Discussion in 'Sports and News' started by Dick Whitman, Feb 25, 2014.

  1. MisterCreosote

    MisterCreosote Well-Known Member

    One more time: public interest. It's kind of a cornerstone of news coverage.

    There's public interest and benefit to getting most crime news out in the open as soon as possible.

    There is NONE to outing someone against their wishes, except to the selfish asshole "reporter."
     
  2. MisterCreosote

    MisterCreosote Well-Known Member

    I don't know how I can be any more specific.
     
  3. LongTimeListener

    LongTimeListener Well-Known Member

    No, I think he is pretty well confining it to the topic of whether it's proper to reveal a person's sexual orientation.
     
  4. Mizzougrad96

    Mizzougrad96 Active Member

    It is interesting that the sports media is better at keeping secrets than some of the gay magazines and websites who have threatened to oout people over the years.
     
  5. Dick Whitman

    Dick Whitman Well-Known Member

    And I wonder if that possibility, however remote, is what caused Wertheim and/or SI to handle it the way they did.

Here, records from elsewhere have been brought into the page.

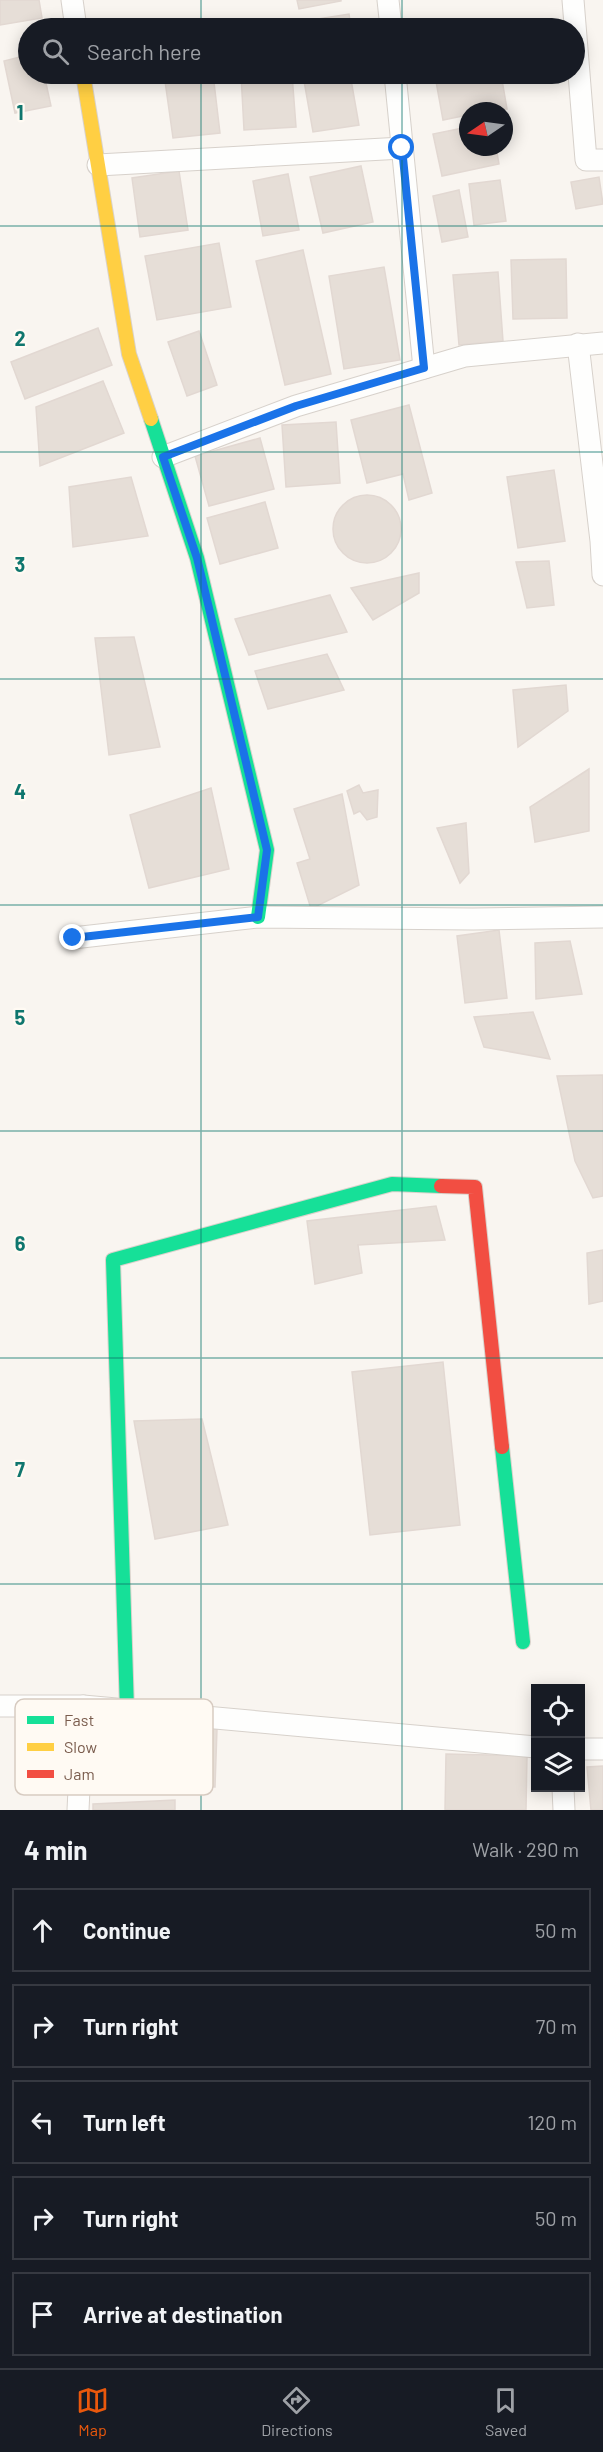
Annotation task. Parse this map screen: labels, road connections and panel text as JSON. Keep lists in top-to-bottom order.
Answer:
{
  "legend": ["Fast", "Slow", "Jam"],
  "north": "left",
  "page": {
    "search": "Search here",
    "heading": ["4 min", "Walk · 290 m"],
    "list": [
      ["Continue", "50 m"],
      ["Turn right", "70 m"],
      ["Turn left", "120 m"],
      ["Turn right", "50 m"],
      "Arrive at destination"
    ],
    "nav": ["Map", "Directions", "Saved"]
  },
  "grid": {
    "rows": [
      "1",
      "2",
      "3",
      "4",
      "5",
      "6",
      "7"
    ]
  }
}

    As a pure thought experiment, let's assume that you know for an absolute, 100 percent certainty that Michael Sam is coming out in an hour to ESPN and the New York Times. You have it, too. He can't turn back.

    Do you run with it then? My absolute only concern here would be that he might decide at the last second not to go through with it. Otherwise: "Mizzou's Sam will come out tonight." Not a second thought.

    In the real world, I'd probably try like hell to get him to bypass his middle men and announce it via Twitter or elsewhere first. Whatever I could do to try to cut ESPN and the NYT's knees out on it.
     
  6. Dick Whitman

    Dick Whitman Well-Known Member

    You have a very narrow definition of "public interest."
     
  7. MisterCreosote

    MisterCreosote Well-Known Member

    Not really.

    Someone's sexuality is about as private as it gets.
     
  8. Dick Whitman

    Dick Whitman Well-Known Member

    Not when that someone hires a public relations firm to announce it.
     
  9. LongTimeListener

    LongTimeListener Well-Known Member

    No, it's still his story to tell.
     
  10. Riptide

    Riptide Well-Known Member

    But that's the problem here. You could never make this situation an absolute.

    Yes, by all means, let's make him tailor his dignity and carefully measured approach at the last minute to satisfy your demands for control of the announcement.
     
  11. Dick Whitman

    Dick Whitman Well-Known Member

    It's just a thought experiment.

    Assume he can't change his mind.

    Do you go with it?
     
  12. Riptide

    Riptide Well-Known Member

    That doesn't serve the issues at hand.